The company embarked on an ambitious global expansion, opening 10 editions between 2013 and 2017 in markets including the UK, Brazil, and Australia. While other publishers like HuffPost and Quartz hedged their bets by partnering with local news outlets abroad, BuzzFeed owned most of its overseas sites, reasoning that it needed to make sure its particular brand of content would work in those countries.
But the land grab came with business uncertainty. The native advertising that drove BuzzFeed's US business was still new outside the US. Despite the fact that most ad buys are still done on a market by market basis, BuzzFeed's European sales were handled centrally out of London. Average ad deal sizes are smaller in markets like the UK versus the US, but production costs were the same. And copycats like France's Demotivateur were already competing with BuzzFeed for eyeballs and advertisers.
Then, the Facebook largesse came to an end. Facebook started cutting back the traffic it was sending publishers, then announced in January 2018 that it would cut the news it was distributing in people's news feeds, in a blow to Facebook-dependent publishers like BuzzFeed.
That year, BuzzFeed closed its doors in France, laying off 14; and shifted to a partnership approach in entering new markets.
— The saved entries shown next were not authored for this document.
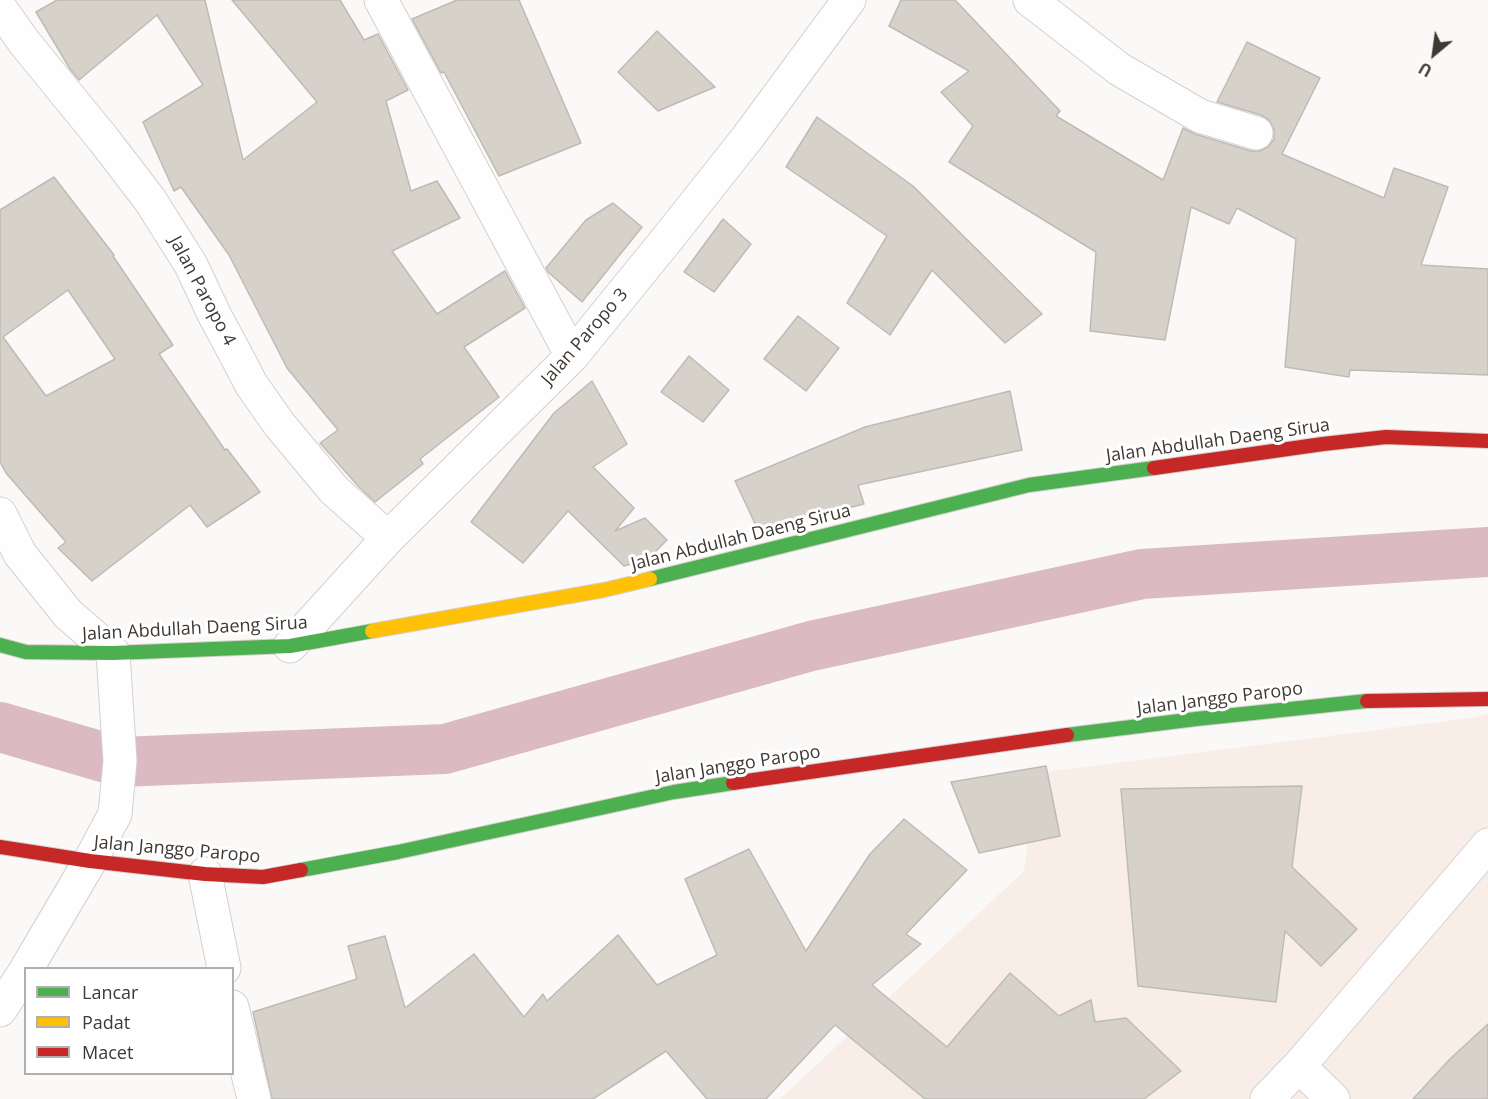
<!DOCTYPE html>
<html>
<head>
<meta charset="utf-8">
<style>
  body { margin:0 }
  #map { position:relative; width:1488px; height:1099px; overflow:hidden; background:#fbf9f7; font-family:"Open Sans",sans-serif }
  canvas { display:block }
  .legend { position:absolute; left:24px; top:967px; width:210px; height:108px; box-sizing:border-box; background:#fff; border:2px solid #b2afad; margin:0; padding:8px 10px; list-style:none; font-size:18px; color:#3f3833 }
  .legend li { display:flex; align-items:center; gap:12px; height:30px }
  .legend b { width:30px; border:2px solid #b2afad }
  .north { position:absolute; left:1404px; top:24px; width:60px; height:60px; -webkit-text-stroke:4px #fff; paint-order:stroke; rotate:209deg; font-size:16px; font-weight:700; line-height:24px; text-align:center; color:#3f3833 }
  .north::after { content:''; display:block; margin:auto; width:21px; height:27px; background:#3f3833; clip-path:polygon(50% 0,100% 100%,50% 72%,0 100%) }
</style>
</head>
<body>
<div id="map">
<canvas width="1488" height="1099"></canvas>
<ul class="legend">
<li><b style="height:8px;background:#4caf50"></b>Lancar</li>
<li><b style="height:8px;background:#ffc107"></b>Padat</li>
<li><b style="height:8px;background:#c62828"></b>Macet</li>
</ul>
<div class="north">U</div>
</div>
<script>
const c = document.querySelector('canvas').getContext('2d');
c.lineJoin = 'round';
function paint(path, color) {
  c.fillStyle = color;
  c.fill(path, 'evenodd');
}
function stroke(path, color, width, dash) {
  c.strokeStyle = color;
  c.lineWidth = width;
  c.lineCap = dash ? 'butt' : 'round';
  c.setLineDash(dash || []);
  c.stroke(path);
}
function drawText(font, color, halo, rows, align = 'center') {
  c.font = font + ' "Open Sans",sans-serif';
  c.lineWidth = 6;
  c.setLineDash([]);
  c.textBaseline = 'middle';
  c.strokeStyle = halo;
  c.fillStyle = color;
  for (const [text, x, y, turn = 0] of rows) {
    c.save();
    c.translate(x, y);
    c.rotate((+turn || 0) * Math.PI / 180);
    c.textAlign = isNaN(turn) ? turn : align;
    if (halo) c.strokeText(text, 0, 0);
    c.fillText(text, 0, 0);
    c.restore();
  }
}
paint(new Path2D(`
  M1488,714V1099H780L1024,871L1036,773L1471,718Z`), '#f8ede7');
stroke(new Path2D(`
  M0,727L120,762L445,749L811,646L1142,574L1488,552`), '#dbbac3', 50);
const building = new Path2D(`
  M57,0H205L243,160L317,102L232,0H340L364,40L378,34L408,90L386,101L411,191L437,181L460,218L392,251L437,314L505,271L525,308L464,347L499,397L420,459L423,464L375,502L359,487L320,443L338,430L287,368L229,255L181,187L174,191L143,122L203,85L157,15L79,80L70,69L36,12Z
  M457,0H519L581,143L499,176L444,72L441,73L412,19Z
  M901,0H955L1060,111L1056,116L1163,180L1183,128L1195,134L1251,151H1260L1268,147L1274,139V129L1269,120L1261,115L1217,102L1247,42L1320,78L1282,154L1384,198L1394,168L1448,187L1421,265L1488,269V375L1350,370L1349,377L1285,367L1296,239L1237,208L1229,224L1191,207L1165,340L1090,331L1096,252L949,162L973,126L941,92L969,71L889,26Z
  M657,31L715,87L658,111L618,72Z
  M817,117L913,186L1042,314L1005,343L932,270L890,335L847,303L887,236L786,167Z
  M54,177L114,255L113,256L173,345L159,354L225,450L227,449L260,492L207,527L190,505L92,581L58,548L66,542L6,473L0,462V210ZM68,290L115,359L46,396L3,337Z
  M613,203L642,227L582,302L548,272L546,268L586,220Z
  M723,219L751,244L714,292L684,272Z
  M798,316L839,348L806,391L764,359Z
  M689,356L729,390L703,422L661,392Z
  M592,381L627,444L593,467L634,508L615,531L645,518L667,540L647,560L624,566L568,511L523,563L471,522L554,413Z
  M1010,391L1022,450L858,485L864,504L758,530L735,481L865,427Z
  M1046,766L1060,836L979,853L951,782Z
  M1302,786L1292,867L1357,929L1321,966L1285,931L1276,1002L1138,986L1121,789Z
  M904,819L967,870L906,934L921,944L872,985L947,1047L1010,973L1059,1016L1091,1000L1095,1022L1126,1018L1181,1071L1144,1099H925L835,1025L766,1099H707L666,1051L593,1099H272L253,1012L357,979L348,946L385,936L405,1008L474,954L524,1017L543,994L547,1001L618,935L657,985L717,955L685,879L749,849L806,951L870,854Z
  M1488,1024V1099H1413L1450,1059Z`);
paint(building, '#d6d1c9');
stroke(building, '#bebbb7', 1.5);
const street = new Path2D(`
  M381,0L572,356
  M1030,0L1119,69L1200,116L1256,133
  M0,8L24,42L104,140L150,200L191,265L215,316L236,355L251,384L279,424L334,490L388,538
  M0,514L20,554L68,614L113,653L120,761L115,814L90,861L27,968
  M290,646L388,538L572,356L668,238L748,137L849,0
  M205,874L224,968
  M232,1007L254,1099
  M0,1010L26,970
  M1299,1066L1333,1099
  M1267,1099L1299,1066L1488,845`);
const fast = new Path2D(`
  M650,579L1029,485L1154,468
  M0,645L26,652L113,653L290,646L372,631
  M1067,735L1196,719L1367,701
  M301,870L398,852L674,792L733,783`);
const slow = new Path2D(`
  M372,631L604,590L650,579`);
const jam = new Path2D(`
  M1154,468L1323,444L1386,437L1488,441
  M1367,701L1488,699
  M733,783L1067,735
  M0,847L90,861L205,874L263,877L301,870`);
stroke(street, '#d5d0cd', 35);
stroke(fast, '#d5d0cd', 16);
stroke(slow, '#d5d0cd', 16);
stroke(jam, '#d5d0cd', 16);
stroke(street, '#fefefe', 33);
stroke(fast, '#4caf50', 14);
stroke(slow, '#ffc107', 14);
stroke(jam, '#c62828', 14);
drawText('18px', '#3f3833', '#fff', [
  ["Jalan Paropo 4",202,291,62],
  ["Jalan Paropo 3",585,337,-49],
  ["Jalan Abdullah Daeng Sirua",1218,441,-8],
  ["Jalan Abdullah Daeng Sirua",741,538,-14],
  ["Jalan Abdullah Daeng Sirua",195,629,-3],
  ["Jalan Janggo Paropo",1220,699,-7],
  ["Jalan Janggo Paropo",738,765,-9],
  ["Jalan Janggo Paropo",177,850,5]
]);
</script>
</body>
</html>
This January, BuzzFeed scaled back in Australia, Brazil, Mexico, and the UK, and closed its Spain office.
And the pressure to make money escalated
After escaping cuts in 2017, BuzzFeed News finally came under pressure to make money. It cut its podcast department to focus on long-form video, and launched a $5-a-month membership program, to some awkwardness, given how much money the company as a whole had raised.
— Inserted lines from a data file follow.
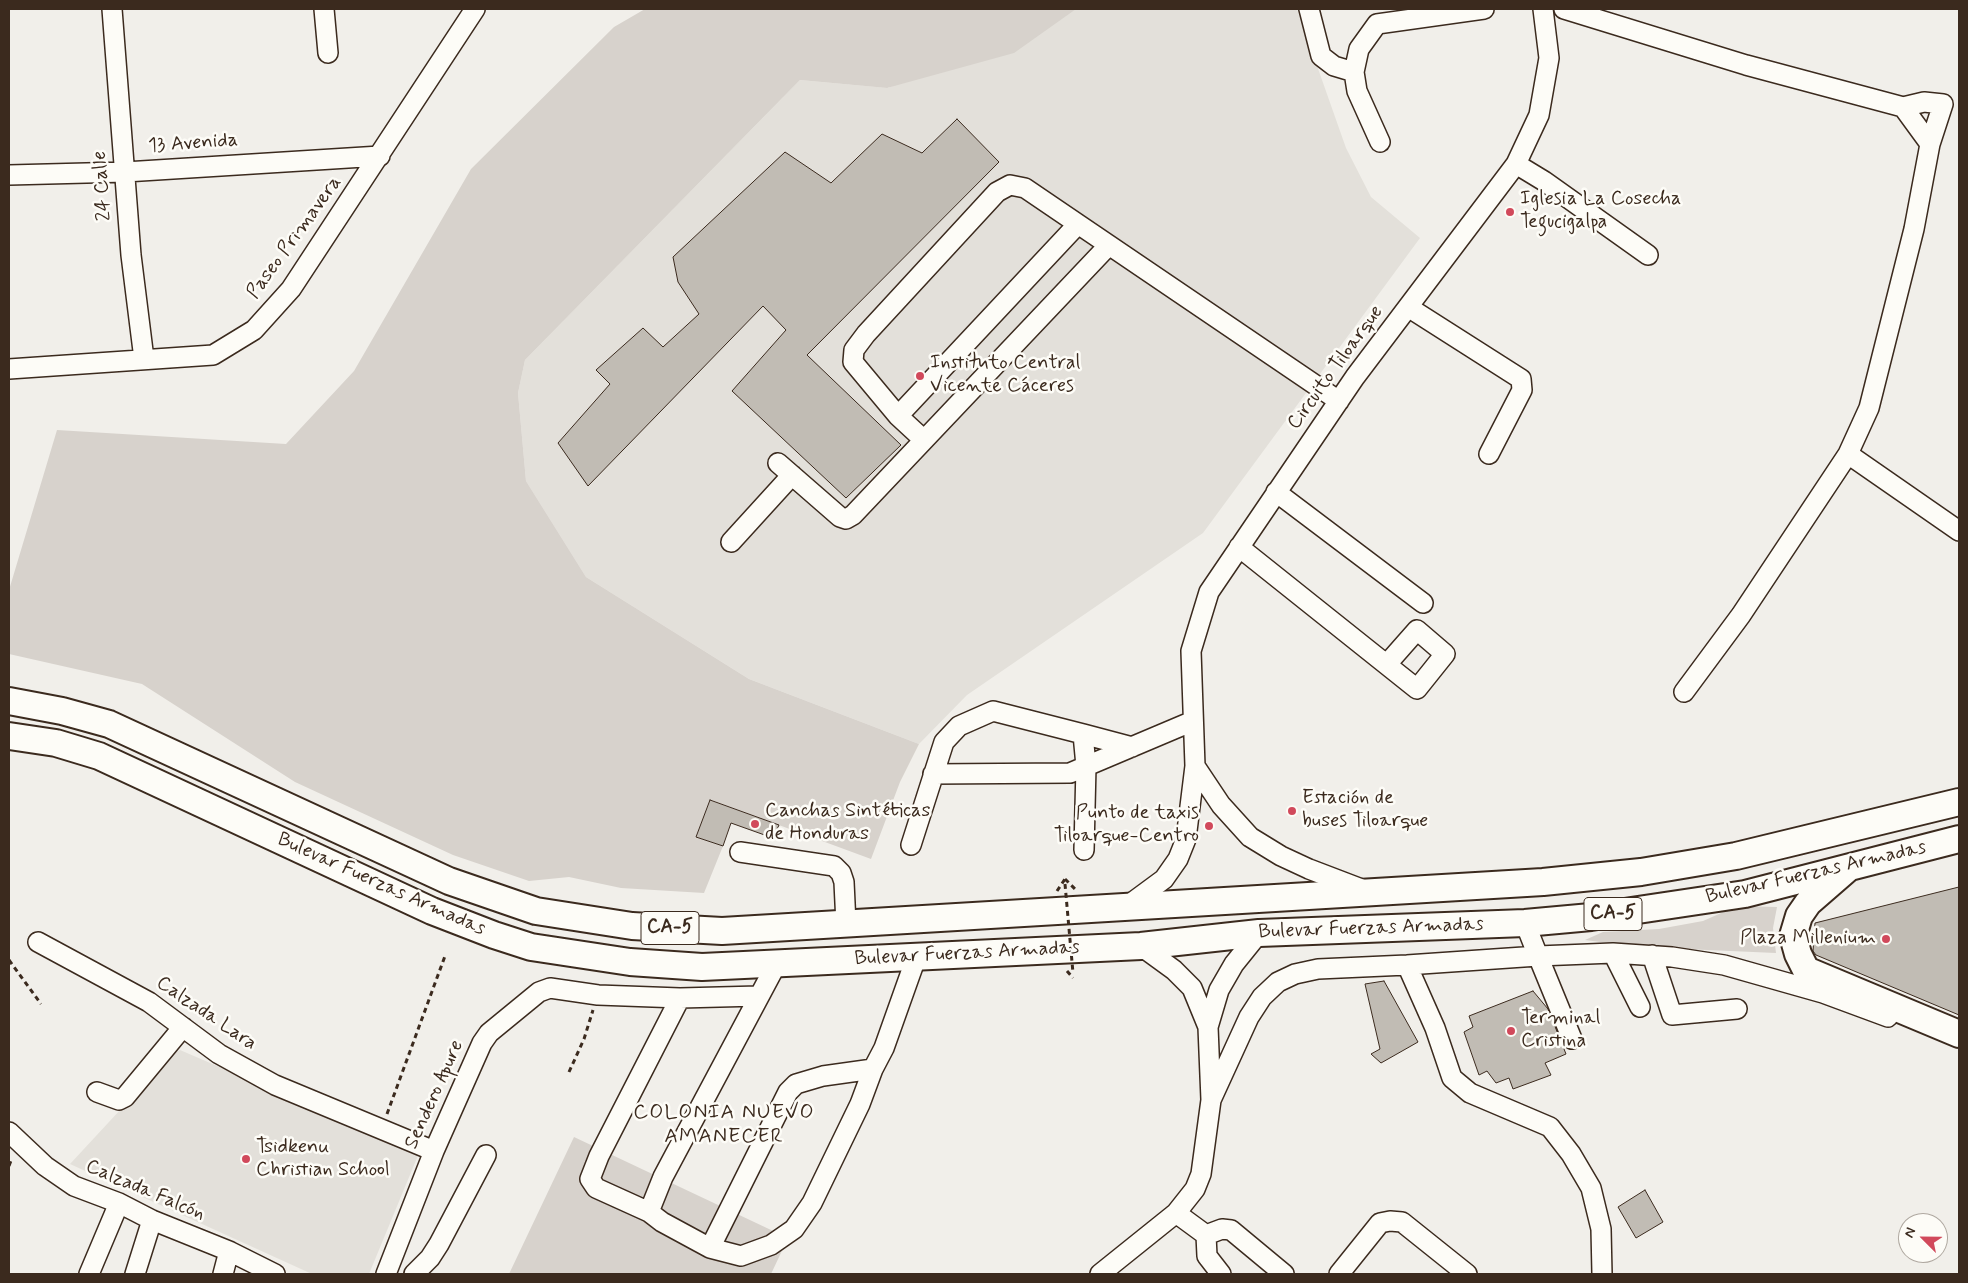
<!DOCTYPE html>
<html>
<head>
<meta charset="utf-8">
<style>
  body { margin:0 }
  #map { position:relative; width:1968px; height:1283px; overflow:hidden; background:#f1efea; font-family:Mynerve,sans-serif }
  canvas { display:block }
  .frame { position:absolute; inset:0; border:10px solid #3b2a1e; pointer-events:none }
  .north { position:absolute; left:1898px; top:1213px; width:50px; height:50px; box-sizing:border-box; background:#fdfcf7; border:1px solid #afa8a0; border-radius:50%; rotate:293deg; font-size:14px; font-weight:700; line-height:20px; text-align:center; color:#3b2a1e }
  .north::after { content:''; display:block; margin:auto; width:18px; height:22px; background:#d1495b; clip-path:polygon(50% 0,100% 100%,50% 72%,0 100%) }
</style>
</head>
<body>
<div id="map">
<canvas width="1968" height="1283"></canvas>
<div class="frame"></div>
<div class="north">N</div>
</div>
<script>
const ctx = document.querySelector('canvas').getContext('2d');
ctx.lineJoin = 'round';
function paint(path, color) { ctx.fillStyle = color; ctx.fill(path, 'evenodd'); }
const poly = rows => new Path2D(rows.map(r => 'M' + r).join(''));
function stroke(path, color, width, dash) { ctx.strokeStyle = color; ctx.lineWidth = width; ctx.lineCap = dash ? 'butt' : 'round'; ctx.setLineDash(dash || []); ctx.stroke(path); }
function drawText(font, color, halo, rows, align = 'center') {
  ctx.font = font + ' Mynerve,sans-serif'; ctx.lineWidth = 5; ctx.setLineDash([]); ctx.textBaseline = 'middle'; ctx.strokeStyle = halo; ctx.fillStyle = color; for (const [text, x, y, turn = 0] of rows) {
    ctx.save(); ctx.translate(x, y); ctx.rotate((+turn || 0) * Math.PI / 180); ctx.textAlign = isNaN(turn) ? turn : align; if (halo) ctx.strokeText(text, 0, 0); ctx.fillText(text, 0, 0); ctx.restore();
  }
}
const built = poly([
  [1076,9,1297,9,1346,148,1371,197,1420,238,1203,533,967,695,919,744,749,679,586,577,526,481,518,393,525,360,800,80,888,88],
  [180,1050,419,1153,369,1274,312,1274,70,1164,172,1054]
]);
const green = poly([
  [645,9,1076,9,1014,53,887,88,800,80,525,360,518,393,526,481,586,577,749,679,919,744,900,782,871,859,711,800,696,837,723,846,704,893,621,888,569,877,529,881,453,855,295,782,142,684,9,654,9,590,57,430,286,444,354,371,471,169,614,27],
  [1737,906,1777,907,1773,928,1776,953,1639,947,1585,940,1603,932,1659,929,1703,921],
  [574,1137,788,1238,771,1274,509,1274]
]);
const building = poly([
  [957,119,999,162,807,355,901,445,846,498,732,391,786,330,763,306,588,486,558,443,610,384,596,370,643,328,663,347,699,314,678,282,673,257,785,152,831,183,882,134,922,153,957,119],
  [710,800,779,825,773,838,731,823,723,846,696,837,710,800],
  [1959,887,1959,1015,1816,955,1813,951,1815,923,1959,887],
  [1384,981,1418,1042,1381,1063,1371,1054,1380,1049,1365,984,1384,981],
  [1533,991,1548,1009,1566,1054,1545,1063,1551,1075,1513,1089,1509,1078,1496,1083,1487,1071,1479,1075,1464,1032,1473,1027,1469,1016,1533,991],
  [1645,1190,1663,1222,1636,1238,1618,1207,1645,1190]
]);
const path = poly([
  [1065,879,1075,889],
  [1057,891,1065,879],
  [9,960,41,1004],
  [1067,971,1073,978],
  [569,1072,584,1039,593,1010],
  [387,1114,445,956],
  [9,1166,12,1158]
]);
const minor = poly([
  [112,9,131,255,144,359],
  [324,9,328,53],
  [1309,9,1321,56,1334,66,1354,72],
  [1564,9,1746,65,1903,107,1924,102,1943,104,1930,144],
  [1380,142,1357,91,1354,72,1359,49,1377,24,1484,9],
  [1516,164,1544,181,1648,255],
  [9,175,125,172,380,156],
  [1078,224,1339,401],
  [1408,307,1521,379,1522,390,1489,454],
  [9,369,213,355,254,330,291,289,475,9],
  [898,416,1078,224,1025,188,1010,185,997,192,866,334,854,350,853,362,898,416,924,440],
  [1848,454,1959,531],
  [778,463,840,517,846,519,853,515,1109,245],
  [1276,492,1423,603],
  [731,542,792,475],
  [1239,547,1417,689,1445,654,1417,630,1387,664],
  [1684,692,1741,615,1848,454,1869,408,1914,229,1930,144,1903,107],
  [1083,734,1132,747],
  [1195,766,1221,805,1250,837,1281,856,1309,869,1364,890],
  [933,774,1070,773,1193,721],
  [911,845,944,742,959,726,993,711,1083,734,1086,766,1084,850],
  [740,852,834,866,841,873,844,882,846,924],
  [1126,907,1164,879,1178,859,1186,839,1195,766,1191,651,1209,592,1355,377,1516,164,1539,115,1549,58,1543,9],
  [1525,923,1538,956,1613,953,1672,957,1724,965,1823,993,1888,1017],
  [38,942,149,1002,219,1054,275,1085,434,1151],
  [1141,946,1174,970,1192,988,1208,1027],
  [1613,953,1640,1007],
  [1652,955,1672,1015,1737,1009],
  [777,963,663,1177,649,1212,662,1222,710,1248,741,1256,771,1245,794,1229,812,1203,860,1104,873,1069],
  [1407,965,1435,1028,1452,1078,1470,1093,1550,1127,1571,1154,1591,1188,1601,1229,1602,1274],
  [97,1092,119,1100,125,1097,183,1027],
  [1211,1100,1249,1017,1262,997,1278,982,1295,974,1318,969,1407,965,1538,956,1572,1039],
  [9,1132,45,1166,74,1186,119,1203,152,1220,229,1251,275,1274],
  [649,1212,596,1188,590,1179,599,1156,680,998],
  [1176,1213,1206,1235,1207,1256,1221,1274],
  [1206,1235,1222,1229,1231,1230,1284,1274],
  [710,1248,788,1092,796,1084,823,1076,873,1069,884,1048,916,958],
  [89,1274,119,1203],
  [135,1274,152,1220],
  [223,1274,229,1251],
  [386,1274,434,1151,482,1043,489,1033,539,992,550,988,598,995,680,998,759,996],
  [414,1274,430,1258,439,1244,486,1155],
  [1100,1274,1176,1213,1195,1189,1201,1174,1211,1100,1208,1027,1219,990,1234,964,1259,933],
  [1339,1274,1380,1223,1390,1221,1402,1222,1467,1274]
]);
const highway = poly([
  [9,701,62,711,109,724,449,881,536,911,632,926,722,931,1543,882,1641,872,1736,856,1959,802],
  [9,736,56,743,99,756,432,911,494,935,531,947,630,962,702,967,1141,946,1259,933,1525,923,1591,917,1745,894,1959,839],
  [1846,870,1808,903,1799,916,1793,936,1798,954,1806,970,1959,1034]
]);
const pathBridge = poly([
  [1065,884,1073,973]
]);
const markers = [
  [1510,212,5,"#d1495b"],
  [920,376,5,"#d1495b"],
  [1292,811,5,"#d1495b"],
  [755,824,5,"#d1495b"],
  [1209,826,5,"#d1495b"],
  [1886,939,5,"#d1495b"],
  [1511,1031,5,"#d1495b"],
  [246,1159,5,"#d1495b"]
];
const shields = [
  [1613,914,58],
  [670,928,58]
];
const shieldNames = [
  ["CA-5",1613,914],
  ["CA-5",670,928]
];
const streetNames = [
  ["13 Avenida",193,144,-4],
  ["24 Calle",103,186,-94],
  ["Paseo Primavera",295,238,-54],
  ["Circuito Tiloarque",1336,368,-54],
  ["Bulevar Fuerzas Armadas",1816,873,-13],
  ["Bulevar Fuerzas Armadas",381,885,24],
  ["Bulevar Fuerzas Armadas",1371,929,-2],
  ["Bulevar Fuerzas Armadas",967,954,-3],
  ["Calzada Lara",206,1014,34],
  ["Sendero Apure",435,1095,-66],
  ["Calzada Falcón",145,1191,23]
];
const poiNames = [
  ["Iglesia La Cosecha",1520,200],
  ["Tegucigalpa",1520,223],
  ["Instituto Central",930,364],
  ["Vicente Cáceres",930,387],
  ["Estación de",1302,799],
  ["buses Tiloarque",1302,822],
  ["Canchas Sintéticas",765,812],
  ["de Honduras",765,835],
  ["Punto de taxis",1199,814,"right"],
  ["Tiloarque-Centro",1199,837,"right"],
  ["Plaza Millenium",1876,939,"right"],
  ["Terminal",1521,1019],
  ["Cristina",1521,1042],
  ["Tsidkenu",256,1148],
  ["Christian School",256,1171]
];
const neighbourhoodNames = [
  ["COLONIA NUEVO",724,1114],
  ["AMANECER",724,1138]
];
paint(built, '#e3e0da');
paint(green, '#d7d2cc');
paint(building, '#c1bcb4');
stroke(building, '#3b2a1e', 1);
stroke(minor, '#3b2a1e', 22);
stroke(highway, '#3b2a1e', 30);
stroke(path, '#3b2a1e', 3, [5, 4]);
stroke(minor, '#fdfcf7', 19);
stroke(highway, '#fdfcf7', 26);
stroke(pathBridge, '#3b2a1e', 3, [5, 4]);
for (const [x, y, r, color] of markers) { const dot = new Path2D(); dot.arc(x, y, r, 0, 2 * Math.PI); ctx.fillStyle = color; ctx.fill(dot); stroke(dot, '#fdfcf7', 2); }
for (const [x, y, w] of shields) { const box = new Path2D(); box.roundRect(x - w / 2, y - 16.5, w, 33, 4); ctx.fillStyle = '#fdfcf7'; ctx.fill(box); stroke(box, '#3b2a1e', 1); }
drawText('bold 19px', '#3b2a1e', null, shieldNames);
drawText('20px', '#3b2a1e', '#fdfcf7', streetNames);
drawText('20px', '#3b2a1e', '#fdfcf7', poiNames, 'left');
ctx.letterSpacing = '1px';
drawText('21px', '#3b2a1e', '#fdfcf7', neighbourhoodNames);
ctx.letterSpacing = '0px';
</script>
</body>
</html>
In July, BuzzFeed News launched a separate site to bolster its identity, but without the native ads that drove most of BuzzFeed's revenue originally, and only monetized it through programmatic advertising, which isn't enough to support a 300-person staff.
"Jonah got a little ahead of himself; in retrospect, he should have done the layoffs earlier," the News source said.
With Facebook, some see Peretti as having another blind spot. Once the consummate Facebook booster, he began publicly making the case that the platform giants should give more money back to publishing companies. Last fall, he floated the idea of a merger with other digital publishers that were running out of runway, like Group Nine Media and Refinery29, as a way to gain more leverage with the platforms.
But the idea that BuzzFeed could get Facebook to change how it compensates publishers sounded farfetched to some and like a fig leaf for a company that was forced to consolidate to survive.
Today, BuzzFeed sees a bright business in making video shows for outlets like Netflix and Twitter, and selling toys and spatulas based on its popular food brand, Tasty.
In all-hands meetings with staff, Peretti has been steadfast in his commitment to news. But success in publishing today looks smaller, more focused, elite, and diversified, like Axios, which almost broke even two years after its launch with with revenue of $25 million; high-end subscription publisher The Information; and the national newspapers, that are increasingly subscription-driven.
Similarly, BuzzFeed News eliminated its national news and national security desks to focus on areas where it can be competitive, like tech, politics, and investigations. Staffers expect that what was once permitted to be a loss leader will only face more pressure to pay for itself.
For some vets, the recent cuts are a reminder of what might have been. In 2014, BuzzFeed president Jon Steinberg, who had joined the company in 2010 as its 15th employee, left; it was rumored that one contributing factor was that Steinberg wanted BuzzFeed to sell to Disney and Peretti wanted to stay independent. (The deal reportedly fell apart over BuzzFeed's $1 billion ask, though sources close to the company say it was closer to $500 million.) Steinberg declined to comment for this story.
"They should have sold to Disney - when they could have," said a former sales exec.